:: INFORMATION PROVIDED ::

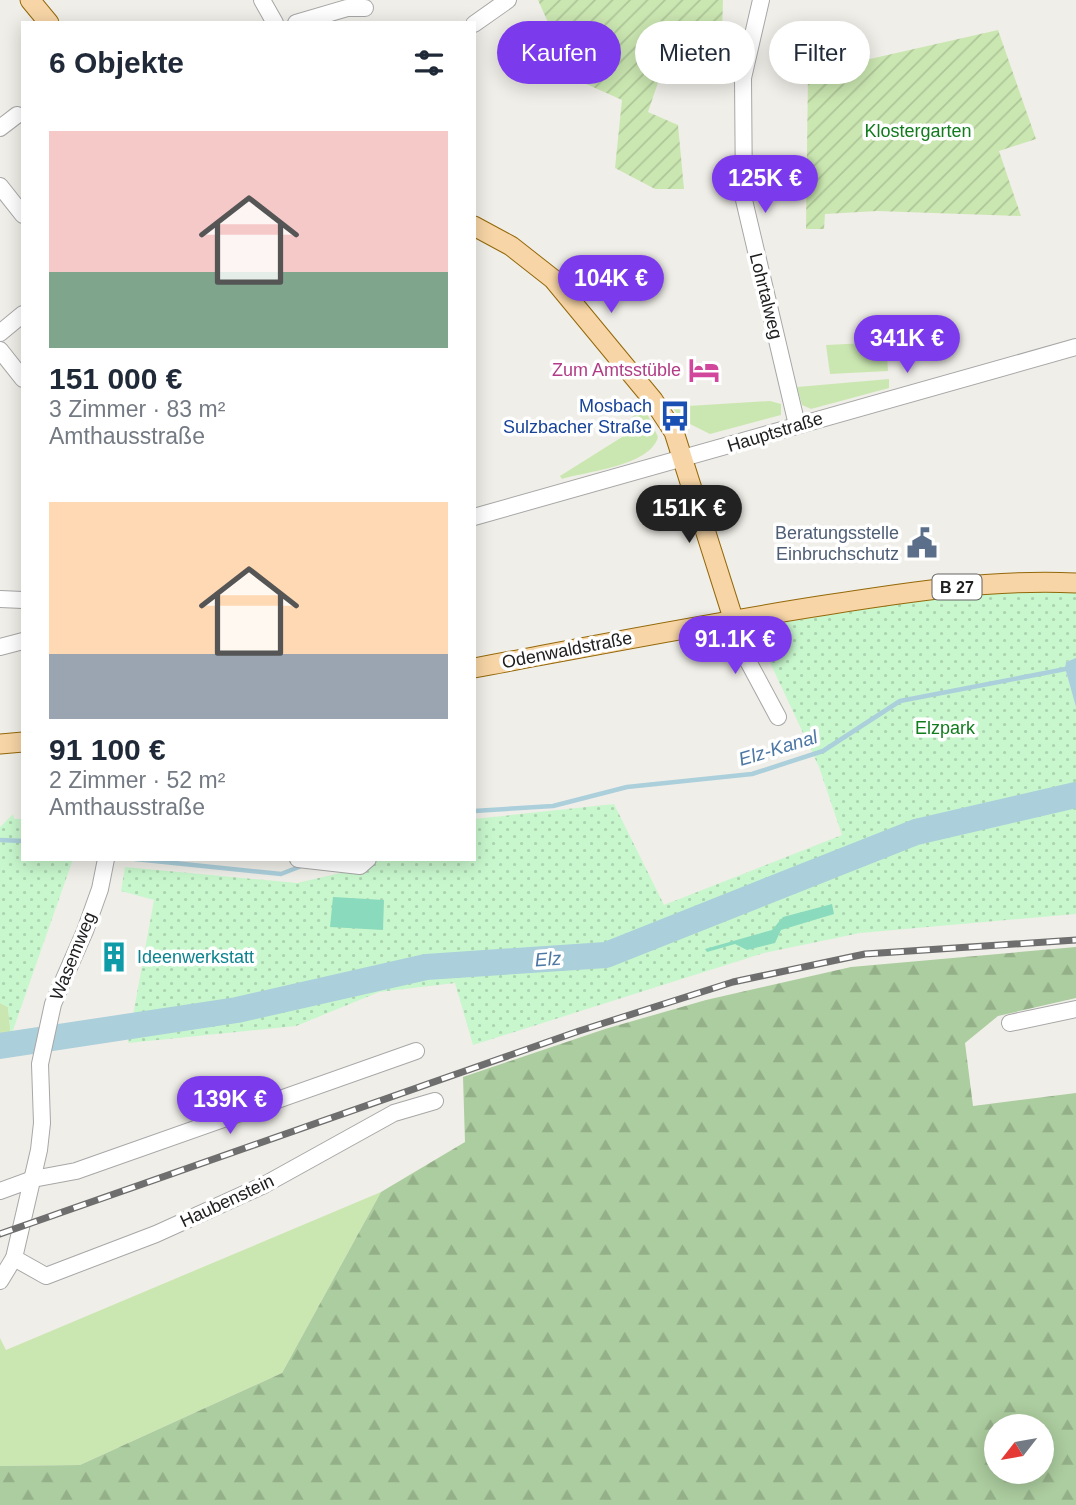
<!DOCTYPE html>
<html lang="de">
<head>
<meta charset="utf-8">
<style>
	body { margin:0; font-family:Arial,sans-serif; background:#f2f2f3; color:#1f2937; height:100vh; display:flex; flex-direction:column; font-size:26px; white-space:nowrap }
	* { box-sizing:border-box; margin:0 }
	p { font-size:23px; color:#747a83 }
	.icon { flex:none; width:38px; height:38px; fill:none; stroke:currentColor; stroke-width:2; stroke-linecap:round; stroke-linejoin:round }
	.map { position:relative; flex:1; overflow:hidden }
	.panel { position:absolute; left:21px; top:21px; width:455px; height:840px; display:flex; flex-direction:column; background:#fff; border-radius:0px; box-shadow:0 4px 18px #0003 }
	.panel>* { flex:none }
	.banner { position:absolute; left:497px; top:21px; width:472px; height:63px; display:flex; gap:14px }
	.needle { width:46px; rotate:239deg }
	.tools { position:absolute; left:984px; top:1414px; display:grid; gap:14px }
	.tools a { display:grid; place-items:center; width:70px; height:70px; border-radius:50%; background:#fff; box-shadow:0 4px 18px #0003; font-size:35px }
	.price { position:absolute; translate:-50% -60px; padding:0 16px; border-radius:24px; background:#7c3aed; color:#fff; font-size:23px; line-height:46px; filter:drop-shadow(0 2px 4px #0008) }
	.price::after { content:''; position:absolute; left:50%; top:42px; width:21px; height:16px; margin-left:-10px; background:inherit; clip-path:polygon(0 0,100% 0,50% 100%) }
	.price.current { background:#222; color:#fff }
	ul { padding:0; list-style:none }
	li { display:grid; align-content:center; gap:14px; height:371px; padding:0 28px }
	li span { display:grid; place-items:center; height:217px; border-radius:0px; color:#555 }
	li>.icon { margin-inline-start:auto }
	span .icon { width:126px; height:126px; fill:#fffc; stroke-width:1 }
	li b { font-size:30px }
	h2 { display:flex; justify-content:space-between; align-items:center; height:84px; padding:0 28px; font-size:30px }
	.pill { padding:0 24px; border-radius:32px; background:#fff; box-shadow:0 4px 18px #0003; font-size:24px; line-height:63px }
	.pill.current { background:#7c3aed; color:#fff }
	.map>svg:first-child { display:block }
</style>
</head>
<body>
<div class="map">
<svg width="1076" height="1505" viewBox="0 0 1076 1505">
	<defs>
		<pattern id="forest-firs" width="22" height="20" patternUnits="userSpaceOnUse" patternTransform="scale(1.75)"><rect width="22" height="20" fill="#accd9f"/><path d="M5 1l3.5 6h-7zM16 11l3.5 6h-7z" fill="#94b089"/></pattern>
		<pattern id="park-dots" width="8" height="8" patternUnits="userSpaceOnUse" patternTransform="scale(1.75)"><rect width="8" height="8" fill="#c8f7cd"/><path d="M2 2h.1M6 6h.1" fill="none" stroke="#acd3b0" stroke-width="1.8" stroke-linecap="round"/></pattern>
		<pattern id="garden-furrows" width="10" height="10" patternUnits="userSpaceOnUse" patternTransform="scale(1.75)"><rect width="10" height="10" fill="#cbe7b1"/><path d="M-1 1l2-2M0 10L10 0M9 11l2-2" fill="none" stroke="#aec698"/></pattern>
	</defs>
	<rect width="100%" height="100%" fill="#f0eee8"/>
	<!-- grass -->
	<g fill="#cbe7b1">
		<polygon points="912,340 913,354 895,354 895,341"/>
		<polygon points="886,342 888,371 830,374 826,345"/>
		<polygon points="889,379 889,388 811,409 802,405 797,387"/>
		<polygon points="770,401 781,404 781,415 710,434 682,420 672,407"/>
		<path d="M 645,409 L 658,437 C 650,466 588,471 562,479 L 560,476 L 638,427 L 632,417 Z"/>
		<polygon points="0,1003 8,1007 11,1036 0,1045"/>
		<polygon points="381,1192 282,1373 80,1465 0,1466 0,1338 6,1350"/>
	</g>
	<!-- forest -->
	<path fill="url(#forest-firs)" fill-rule="evenodd" d="M 1076,947 L 1076,998 L 998,1016 L 965,1043 L 973,1106 L 1076,1093 L 1076,1505 L 0,1505 L 0,1466 L 80,1465 L 282,1373 L 381,1192 L 465,1142 L 463,1077 L 605,1029 L 706,1000 L 851,967 ZM 996,1426 L 1041,1426 L 1041,1472 L 996,1472 Z"/>
	<!-- park -->
	<g fill="url(#park-dots)">
		<polygon points="986,589 1076,591 1076,658 1066,662 1065,668 1076,707 1076,914 860,933 764,953 473,1045 455,983 379,992 296,1026 128,1043 154,900 121,891 125,867 297,883 345,872 351,859 474,859 474,819 614,804 664,905 842,835 819,767 761,643 775,624"/>
		<polygon points="13,814 14,819 23,819 23,859 73,859 11,1036 8,1007 0,1003 0,827"/>
	</g>
	<!-- garden -->
	<g fill="url(#garden-furrows)">
		<polygon points="538,0 723,0 721,64 671,44 648,112 678,125 684,189 655,189 615,168 622,100 573,78"/>
		<polygon points="998,30 1036,139 999,151 1021,216 877,211 825,214 824,229 806,229 808,73"/>
	</g>
	<!-- pitch -->
	<g fill="#8adabd">
		<polygon points="333,897 384,900 383,930 330,927"/>
		<polygon points="832,904 834,914 781,930 775,943 747,950 735,944 707,952 705,949 772,930 783,917"/>
	</g>
	<!-- water -->
	<polygon fill="#abcfdb" points="1076,658 1076,707 1065,668 1066,662"/>
	<g fill="none" stroke-linecap="round" stroke-linejoin="round">
		<!-- stream -->
		<g stroke="#abcfdb" stroke-width="4.5">
			<polyline points="474,811 553,806 627,787 752,774 823,751 900,701 1076,667"/>
			<polyline points="0,840 23,841"/>
			<polyline points="135,859 281,874 304,865"/>
		</g>
		<!-- river -->
		<polyline stroke="#abcfdb" stroke-width="26" points="0,1046 237,1010 426,967 606,955 916,832 1076,795"/>
		<!-- minor casing -->
		<g stroke="#a7a7a7" stroke-width="18">
			<g id="minor">
				<polyline points="262,0 275,23"/>
				<polyline points="761,0 743,78 744,200 797,425"/>
				<polyline points="296,23 347,8 365,8"/>
				<polyline points="474,24 508,0"/>
				<polyline points="0,128 17,115"/>
				<polyline points="0,186 23,215"/>
				<polyline points="0,333 23,314"/>
				<polyline points="0,350 23,379"/>
				<polyline points="474,517 1076,347"/>
				<polyline points="0,599 23,600"/>
				<polyline points="733,618 742,650 778,717"/>
				<polyline points="0,647 23,641"/>
				<polyline points="298,859 360,866 368,859"/>
				<polyline points="1010,1023 1076,1009"/>
				<polyline points="0,1191 33,1179 76,1171 416,1051"/>
				<polyline points="14,1258 46,1276 156,1234 264,1185 394,1113 435,1101"/>
				<polyline points="0,1281 14,1258 39,1150 42,1123 40,1064 53,1004 85,931 100,889 106,859"/>
			</g>
		</g>
		<!-- major casing -->
		<g stroke="#946809" stroke-width="21">
			<g id="major">
				<polyline points="30,0 49,23"/>
				<polyline points="474,226 511,246 553,279 653,400 674,432 733,618"/>
				<path d="M 474,668 C 592,646 709,623 826,605 C 909,592 992,579 1076,583"/>
				<polyline points="0,744 23,742"/>
			</g>
		</g>
		<!-- minor -->
		<use href="#minor" stroke="#fff" stroke-width="16"/>
		<!-- major -->
		<use href="#major" stroke="#f7d5a6" stroke-width="19"/>
		<!-- rail casing -->
		<g stroke="#6e6e6e" stroke-width="7">
			<polyline id="rail" points="0,1234 579,1031 733,982 865,954 1076,940"/>
		</g>
		<!-- rail -->
		<use href="#rail" stroke="#fff" stroke-width="4.5" stroke-dasharray="13" stroke-linecap="butt"/>
	</g>
	<!-- icons -->
	<defs>
		<g id="hotel-bare" transform="scale(2.415)"><path d="M-6-4.5h1.5V1H6V5H4.5V3h-9V5H-6ZM-4 0a1.8 1.8 0 1 1 3.6 0ZM.5 0V-2.5h3Q6-2.5 6 0Z" fill="#d1479c" stroke="#fff" stroke-width="2.5" paint-order="stroke"/></g>
		<g id="bus-bare" transform="scale(2.415)"><path d="M-5-6H5V4H4V6H2V4H-2V6H-4V4H-5ZM-3.5-4V0h7V-4ZM-3.5 1.2v1.5H-2V1.2ZM2 1.2v1.5H3.5V1.2Z" fill="#1a4fb4" stroke="#fff" stroke-width="2.5" paint-order="stroke"/></g>
		<g id="civic-bare" transform="scale(2.415)"><path d="M-.6-6.5H3V-4.5H.6V-3L4-1V1h2V6H-6V1h2V-1L-.6-3ZM-1.2 2.5V6h2.4V2.5Z" fill="#5c6f8a" stroke="#fff" stroke-width="2.5" paint-order="stroke"/></g>
		<g id="building-bare" transform="scale(2.415)"><path d="M-4-6H4V6H1V3H-1V6H-4ZM-2.5-4.3h1.7v1.8h-1.7ZM.8-4.3h1.7v1.8H.8ZM-2.5-1h1.7V.8h-1.7ZM.8-1h1.7V.8H.8Z" fill="#0f9aa8" stroke="#fff" stroke-width="2.5" paint-order="stroke"/></g>
	</defs>
	<g fill-rule="evenodd">
		<use href="#hotel-bare" x="704" y="370"/>
		<use href="#bus-bare" x="675" y="416"/>
		<use href="#civic-bare" x="922" y="543"/>
		<use href="#building-bare" x="114" y="957"/>
	</g>
	<g text-anchor="middle" dominant-baseline="central" stroke-width="7" stroke-linejoin="round" paint-order="stroke">
		<!-- shield labels -->
		<rect fill="#fff" stroke="#636363" stroke-width="2" x="932.5" y="574.5" width="49" height="25" rx="5"/>
		<g font-size="16" font-weight="bold" fill="#202020">
			<text x="957" y="587">B 27</text>
		</g>
		<!-- park labels -->
		<g font-size="18" fill="#127b1d" stroke="#fff">
			<text x="918" y="131">Klostergarten</text>
			<text x="945" y="728">Elzpark</text>
		</g>
		<!-- street labels -->
		<g font-size="18" fill="#202020" stroke="#fff">
			<text transform="translate(766 296) rotate(76)">Lohrtalweg</text>
			<text transform="translate(775 432) rotate(-17)">Hauptstraße</text>
			<text transform="translate(567 650) rotate(-11)">Odenwaldstraße</text>
			<text transform="translate(73 956) rotate(-68)">Wasemweg</text>
			<text transform="translate(227 1201) rotate(-25)">Haubenstein</text>
		</g>
		<!-- hotel labels -->
		<g font-size="18" fill="#b23c85" stroke="#fff" text-anchor="end">
			<text x="681" y="370">Zum Amtsstüble</text>
		</g>
		<!-- transit labels -->
		<g font-size="18" fill="#164399" stroke="#fff" text-anchor="end">
			<text x="652" y="406">Mosbach<tspan x="652" dy="21">Sulzbacher Straße</tspan></text>
		</g>
		<!-- service labels -->
		<g font-size="18" fill="#4e5e75" stroke="#fff" text-anchor="end">
			<text x="899" y="533">Beratungsstelle<tspan x="899" dy="21">Einbruchschutz</tspan></text>
		</g>
		<!-- culture labels -->
		<g font-size="18" fill="#0d838f" stroke="#fff" text-anchor="start">
			<text x="137" y="957">Ideenwerkstatt</text>
		</g>
		<!-- water labels -->
		<g font-size="19" font-style="italic" fill="#4e78a4" stroke="#fff">
			<text transform="translate(778 748) rotate(-17)">Elz-Kanal</text>
			<text transform="translate(548 959) rotate(-4)">Elz</text>
		</g>
	</g>
</svg>
<div class="tools">
<a><svg class="needle" viewBox="-14 -14 28 28"><path d="M0-13l5 13h-10z" fill="#e53935"/><path d="M0 13l5-13h-10z" fill="#747a83"/></svg></a>
</div>
<b class="price" style="left:765px;top:215px">125K €</b>
<b class="price" style="left:611px;top:315px">104K €</b>
<b class="price" style="left:907px;top:375px">341K €</b>
<b class="price current" style="left:689px;top:545px">151K €</b>
<b class="price" style="left:735px;top:676px">91.1K €</b>
<b class="price" style="left:230px;top:1136px">139K €</b>
<div class="banner">
<a class="pill current">Kaufen</a>
<a class="pill">Mieten</a>
<a class="pill">Filter</a>
</div>
<section class="panel">
<h2>6 Objekte<svg class="icon" aria-label="filters" viewBox="0 0 24 24"><path d="M4 7h16M4 17h16"/><circle cx="9" cy="7" r="2"/><circle cx="15" cy="17" r="2"/></svg></h2>
<ul>
<li><span style="background:linear-gradient(#f6c9c9 65%,#7fa58c 0)"><svg class="icon" aria-label="home" viewBox="0 0 24 24"><path d="M3 11l9-7 9 7M6 9v11h12V9"/></svg></span><div><b>151 000 €</b><p>3 Zimmer · 83 m²</p><p>Amthausstraße</p></div></li>
<li><span style="background:linear-gradient(#ffd9b3 70%,#9aa5b1 0)"><svg class="icon" aria-label="home" viewBox="0 0 24 24"><path d="M3 11l9-7 9 7M6 9v11h12V9"/></svg></span><div><b>91 100 €</b><p>2 Zimmer · 52 m²</p><p>Amthausstraße</p></div></li>
</ul>
</section>
</div>
</body>
</html>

:::

• **YOUR TASK**
Answer with one number: how many lines of the entries above include the word "align".

• **TASK SOLUTION**
2